2. a kind of single electrode white light LED according to claim 1 based on secondary substrate transfer technology, it is characterized in that: support base is a conductive substrates, conductive substrates can be Si, Ge Semiconductor substrate, metal substrate or alloy substrate.

3. a kind of single electrode white light LED based on secondary substrate transfer technology according to claim 1 is characterized in that: reflecting metallic film is made up of reflecting electrode and the Ohmic electrode that forms on this reflecting electrode.

4. a kind of single electrode white light LED based on secondary substrate transfer technology according to claim 1 is characterized in that: transparent dielectric material is one of rotary coating glass SOG, BCB resin, epoxy resin macromolecular material.

5. a kind of single electrode white light LED based on secondary substrate transfer technology according to claim 1 is characterized in that: first, second transparency conducting layer is one of ITO, AZO or FTO nesa coating.

6. the preparation method based on the single electrode white light LED of secondary substrate transfer technology the steps include:

4) remove n type GaAs substrate;

9) Sapphire Substrate is removed;

13) at support base bottom deposit first electrode;

14) deposit second electrode at the blue-ray LED top;

7. the preparation method of a kind of single electrode white light LED based on secondary substrate transfer technology as claimed in claim 6, it is characterized in that: first, second transparency conducting layer is one of ITO, AZO or FTO nesa coating.

8. the preparation method of a kind of single electrode white light LED based on secondary substrate transfer technology as claimed in claim 6, it is characterized in that: transparent dielectric material is one of rotary coating glass SOG, BCB resin, epoxy resin macromolecular material.

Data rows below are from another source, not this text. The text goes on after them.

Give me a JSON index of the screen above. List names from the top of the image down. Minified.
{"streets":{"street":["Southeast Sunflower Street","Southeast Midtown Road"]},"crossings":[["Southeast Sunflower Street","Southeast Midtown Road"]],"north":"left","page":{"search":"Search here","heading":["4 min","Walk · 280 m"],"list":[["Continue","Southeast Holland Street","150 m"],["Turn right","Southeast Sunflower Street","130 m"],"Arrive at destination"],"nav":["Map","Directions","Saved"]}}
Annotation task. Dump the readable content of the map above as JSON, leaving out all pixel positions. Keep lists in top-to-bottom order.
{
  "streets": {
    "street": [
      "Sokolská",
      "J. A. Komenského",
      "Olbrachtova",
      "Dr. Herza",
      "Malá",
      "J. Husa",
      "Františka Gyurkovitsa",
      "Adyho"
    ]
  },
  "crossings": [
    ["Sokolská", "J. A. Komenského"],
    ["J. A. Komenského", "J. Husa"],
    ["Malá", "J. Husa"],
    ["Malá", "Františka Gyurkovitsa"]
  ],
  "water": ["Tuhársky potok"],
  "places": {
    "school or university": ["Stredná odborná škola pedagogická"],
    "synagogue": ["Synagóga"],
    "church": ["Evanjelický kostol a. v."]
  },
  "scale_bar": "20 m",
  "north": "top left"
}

9. the preparation method of a kind of single electrode white light LED based on secondary substrate transfer technology as claimed in claim 6 is characterized in that: by the wafer bonding mode yellow light LED luminescent material is connected on the support base.

10. the preparation method of a kind of single electrode white light LED based on secondary substrate transfer technology as claimed in claim 6, it is characterized in that: the mode that comprises the substrate of metal by Direct Electroplating metal substrate or plating is connected to the yellow light LED luminescent material on the support base.

11. the preparation method of a kind of single electrode white light LED based on secondary substrate transfer technology as claimed in claim 6 is characterized in that: by methods such as laser lift-off, wet etching or mechanical lappings Sapphire Substrate is removed.